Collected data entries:
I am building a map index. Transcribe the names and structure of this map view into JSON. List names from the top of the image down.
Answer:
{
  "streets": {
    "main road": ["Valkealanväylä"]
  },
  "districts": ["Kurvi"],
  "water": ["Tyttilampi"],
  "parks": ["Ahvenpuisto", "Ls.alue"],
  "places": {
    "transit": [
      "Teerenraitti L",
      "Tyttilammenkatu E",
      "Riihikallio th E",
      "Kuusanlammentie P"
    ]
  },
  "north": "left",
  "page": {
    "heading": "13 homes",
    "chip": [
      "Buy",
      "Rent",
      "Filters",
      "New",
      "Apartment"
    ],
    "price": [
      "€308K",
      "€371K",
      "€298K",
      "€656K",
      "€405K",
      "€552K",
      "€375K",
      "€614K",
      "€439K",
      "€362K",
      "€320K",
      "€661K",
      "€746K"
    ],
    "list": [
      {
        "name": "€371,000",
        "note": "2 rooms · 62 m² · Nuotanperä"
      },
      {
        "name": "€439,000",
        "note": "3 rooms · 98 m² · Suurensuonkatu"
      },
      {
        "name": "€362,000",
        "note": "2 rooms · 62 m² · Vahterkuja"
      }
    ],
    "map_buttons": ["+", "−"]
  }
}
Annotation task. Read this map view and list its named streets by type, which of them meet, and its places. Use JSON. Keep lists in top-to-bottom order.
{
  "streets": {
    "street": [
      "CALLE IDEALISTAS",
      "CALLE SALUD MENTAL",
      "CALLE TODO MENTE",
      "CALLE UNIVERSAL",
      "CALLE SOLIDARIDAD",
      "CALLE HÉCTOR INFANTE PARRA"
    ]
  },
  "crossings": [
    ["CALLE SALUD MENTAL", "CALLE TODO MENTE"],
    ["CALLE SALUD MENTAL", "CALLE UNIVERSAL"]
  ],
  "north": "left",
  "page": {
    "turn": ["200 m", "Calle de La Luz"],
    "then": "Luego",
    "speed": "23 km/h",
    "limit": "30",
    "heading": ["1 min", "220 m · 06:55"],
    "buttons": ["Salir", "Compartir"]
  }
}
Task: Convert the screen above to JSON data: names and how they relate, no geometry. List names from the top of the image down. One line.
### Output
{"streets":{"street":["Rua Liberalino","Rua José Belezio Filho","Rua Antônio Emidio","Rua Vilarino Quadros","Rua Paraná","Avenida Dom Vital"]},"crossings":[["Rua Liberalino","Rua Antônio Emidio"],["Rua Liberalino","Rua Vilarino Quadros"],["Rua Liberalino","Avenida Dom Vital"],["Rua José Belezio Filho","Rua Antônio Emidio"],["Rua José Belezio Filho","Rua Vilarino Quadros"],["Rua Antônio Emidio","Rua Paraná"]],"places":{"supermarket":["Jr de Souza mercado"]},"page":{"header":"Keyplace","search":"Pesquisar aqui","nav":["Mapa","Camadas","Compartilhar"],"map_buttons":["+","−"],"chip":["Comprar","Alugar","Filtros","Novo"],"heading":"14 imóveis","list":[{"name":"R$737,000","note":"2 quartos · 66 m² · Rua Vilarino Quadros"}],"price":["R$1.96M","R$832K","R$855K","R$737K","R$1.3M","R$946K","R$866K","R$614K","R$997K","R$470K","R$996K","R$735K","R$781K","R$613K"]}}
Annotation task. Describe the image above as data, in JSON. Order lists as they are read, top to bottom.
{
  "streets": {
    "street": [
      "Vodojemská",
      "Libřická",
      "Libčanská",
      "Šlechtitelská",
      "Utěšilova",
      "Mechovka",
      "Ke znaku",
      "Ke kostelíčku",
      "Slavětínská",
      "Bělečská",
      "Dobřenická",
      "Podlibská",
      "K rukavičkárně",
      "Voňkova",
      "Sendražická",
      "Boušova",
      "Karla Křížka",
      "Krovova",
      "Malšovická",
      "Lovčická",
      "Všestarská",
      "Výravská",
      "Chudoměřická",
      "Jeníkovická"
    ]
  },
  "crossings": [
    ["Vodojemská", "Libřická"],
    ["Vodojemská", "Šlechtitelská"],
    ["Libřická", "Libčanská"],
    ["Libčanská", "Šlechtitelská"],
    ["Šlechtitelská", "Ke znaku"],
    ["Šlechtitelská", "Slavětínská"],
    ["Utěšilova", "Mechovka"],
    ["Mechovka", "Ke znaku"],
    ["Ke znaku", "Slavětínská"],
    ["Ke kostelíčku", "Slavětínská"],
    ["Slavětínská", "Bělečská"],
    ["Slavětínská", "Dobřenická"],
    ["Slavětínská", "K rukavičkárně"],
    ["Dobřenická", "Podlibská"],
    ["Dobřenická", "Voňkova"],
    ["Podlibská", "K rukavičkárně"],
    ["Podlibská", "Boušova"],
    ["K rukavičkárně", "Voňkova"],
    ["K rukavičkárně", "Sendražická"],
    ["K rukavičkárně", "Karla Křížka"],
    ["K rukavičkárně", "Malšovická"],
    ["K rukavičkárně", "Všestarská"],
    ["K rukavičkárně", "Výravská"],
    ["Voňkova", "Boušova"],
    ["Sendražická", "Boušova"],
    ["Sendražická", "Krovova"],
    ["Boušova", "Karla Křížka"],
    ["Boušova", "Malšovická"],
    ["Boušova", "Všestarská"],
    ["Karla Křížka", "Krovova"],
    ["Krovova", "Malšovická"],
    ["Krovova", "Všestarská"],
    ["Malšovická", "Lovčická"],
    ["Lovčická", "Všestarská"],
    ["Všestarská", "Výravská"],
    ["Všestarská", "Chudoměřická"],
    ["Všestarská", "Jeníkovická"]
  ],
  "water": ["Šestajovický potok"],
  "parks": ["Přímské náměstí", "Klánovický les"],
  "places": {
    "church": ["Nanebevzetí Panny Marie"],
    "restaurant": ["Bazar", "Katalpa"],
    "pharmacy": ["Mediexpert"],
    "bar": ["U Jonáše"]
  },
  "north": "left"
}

TASK PROMPT: Repeat the records above exactly.

ANSWER BELOW:
I am building a map index. Transcribe the names and structure of this map view into JSON. List names from the top of the image down.
Answer:
{
  "streets": {
    "main road": ["Valkealanväylä"]
  },
  "districts": ["Kurvi"],
  "water": ["Tyttilampi"],
  "parks": ["Ahvenpuisto", "Ls.alue"],
  "places": {
    "transit": [
      "Teerenraitti L",
      "Tyttilammenkatu E",
      "Riihikallio th E",
      "Kuusanlammentie P"
    ]
  },
  "north": "left",
  "page": {
    "heading": "13 homes",
    "chip": [
      "Buy",
      "Rent",
      "Filters",
      "New",
      "Apartment"
    ],
    "price": [
      "€308K",
      "€371K",
      "€298K",
      "€656K",
      "€405K",
      "€552K",
      "€375K",
      "€614K",
      "€439K",
      "€362K",
      "€320K",
      "€661K",
      "€746K"
    ],
    "list": [
      {
        "name": "€371,000",
        "note": "2 rooms · 62 m² · Nuotanperä"
      },
      {
        "name": "€439,000",
        "note": "3 rooms · 98 m² · Suurensuonkatu"
      },
      {
        "name": "€362,000",
        "note": "2 rooms · 62 m² · Vahterkuja"
      }
    ],
    "map_buttons": ["+", "−"]
  }
}
Annotation task. Read this map view and list its named streets by type, which of them meet, and its places. Use JSON. Keep lists in top-to-bottom order.
{
  "streets": {
    "street": [
      "CALLE IDEALISTAS",
      "CALLE SALUD MENTAL",
      "CALLE TODO MENTE",
      "CALLE UNIVERSAL",
      "CALLE SOLIDARIDAD",
      "CALLE HÉCTOR INFANTE PARRA"
    ]
  },
  "crossings": [
    ["CALLE SALUD MENTAL", "CALLE TODO MENTE"],
    ["CALLE SALUD MENTAL", "CALLE UNIVERSAL"]
  ],
  "north": "left",
  "page": {
    "turn": ["200 m", "Calle de La Luz"],
    "then": "Luego",
    "speed": "23 km/h",
    "limit": "30",
    "heading": ["1 min", "220 m · 06:55"],
    "buttons": ["Salir", "Compartir"]
  }
}
Task: Convert the screen above to JSON data: names and how they relate, no geometry. List names from the top of the image down. One line.
### Output
{"streets":{"street":["Rua Liberalino","Rua José Belezio Filho","Rua Antônio Emidio","Rua Vilarino Quadros","Rua Paraná","Avenida Dom Vital"]},"crossings":[["Rua Liberalino","Rua Antônio Emidio"],["Rua Liberalino","Rua Vilarino Quadros"],["Rua Liberalino","Avenida Dom Vital"],["Rua José Belezio Filho","Rua Antônio Emidio"],["Rua José Belezio Filho","Rua Vilarino Quadros"],["Rua Antônio Emidio","Rua Paraná"]],"places":{"supermarket":["Jr de Souza mercado"]},"page":{"header":"Keyplace","search":"Pesquisar aqui","nav":["Mapa","Camadas","Compartilhar"],"map_buttons":["+","−"],"chip":["Comprar","Alugar","Filtros","Novo"],"heading":"14 imóveis","list":[{"name":"R$737,000","note":"2 quartos · 66 m² · Rua Vilarino Quadros"}],"price":["R$1.96M","R$832K","R$855K","R$737K","R$1.3M","R$946K","R$866K","R$614K","R$997K","R$470K","R$996K","R$735K","R$781K","R$613K"]}}
Annotation task. Describe the image above as data, in JSON. Order lists as they are read, top to bottom.
{
  "streets": {
    "street": [
      "Vodojemská",
      "Libřická",
      "Libčanská",
      "Šlechtitelská",
      "Utěšilova",
      "Mechovka",
      "Ke znaku",
      "Ke kostelíčku",
      "Slavětínská",
      "Bělečská",
      "Dobřenická",
      "Podlibská",
      "K rukavičkárně",
      "Voňkova",
      "Sendražická",
      "Boušova",
      "Karla Křížka",
      "Krovova",
      "Malšovická",
      "Lovčická",
      "Všestarská",
      "Výravská",
      "Chudoměřická",
      "Jeníkovická"
    ]
  },
  "crossings": [
    ["Vodojemská", "Libřická"],
    ["Vodojemská", "Šlechtitelská"],
    ["Libřická", "Libčanská"],
    ["Libčanská", "Šlechtitelská"],
    ["Šlechtitelská", "Ke znaku"],
    ["Šlechtitelská", "Slavětínská"],
    ["Utěšilova", "Mechovka"],
    ["Mechovka", "Ke znaku"],
    ["Ke znaku", "Slavětínská"],
    ["Ke kostelíčku", "Slavětínská"],
    ["Slavětínská", "Bělečská"],
    ["Slavětínská", "Dobřenická"],
    ["Slavětínská", "K rukavičkárně"],
    ["Dobřenická", "Podlibská"],
    ["Dobřenická", "Voňkova"],
    ["Podlibská", "K rukavičkárně"],
    ["Podlibská", "Boušova"],
    ["K rukavičkárně", "Voňkova"],
    ["K rukavičkárně", "Sendražická"],
    ["K rukavičkárně", "Karla Křížka"],
    ["K rukavičkárně", "Malšovická"],
    ["K rukavičkárně", "Všestarská"],
    ["K rukavičkárně", "Výravská"],
    ["Voňkova", "Boušova"],
    ["Sendražická", "Boušova"],
    ["Sendražická", "Krovova"],
    ["Boušova", "Karla Křížka"],
    ["Boušova", "Malšovická"],
    ["Boušova", "Všestarská"],
    ["Karla Křížka", "Krovova"],
    ["Krovova", "Malšovická"],
    ["Krovova", "Všestarská"],
    ["Malšovická", "Lovčická"],
    ["Lovčická", "Všestarská"],
    ["Všestarská", "Výravská"],
    ["Všestarská", "Chudoměřická"],
    ["Všestarská", "Jeníkovická"]
  ],
  "water": ["Šestajovický potok"],
  "parks": ["Přímské náměstí", "Klánovický les"],
  "places": {
    "church": ["Nanebevzetí Panny Marie"],
    "restaurant": ["Bazar", "Katalpa"],
    "pharmacy": ["Mediexpert"],
    "bar": ["U Jonáše"]
  },
  "north": "left"
}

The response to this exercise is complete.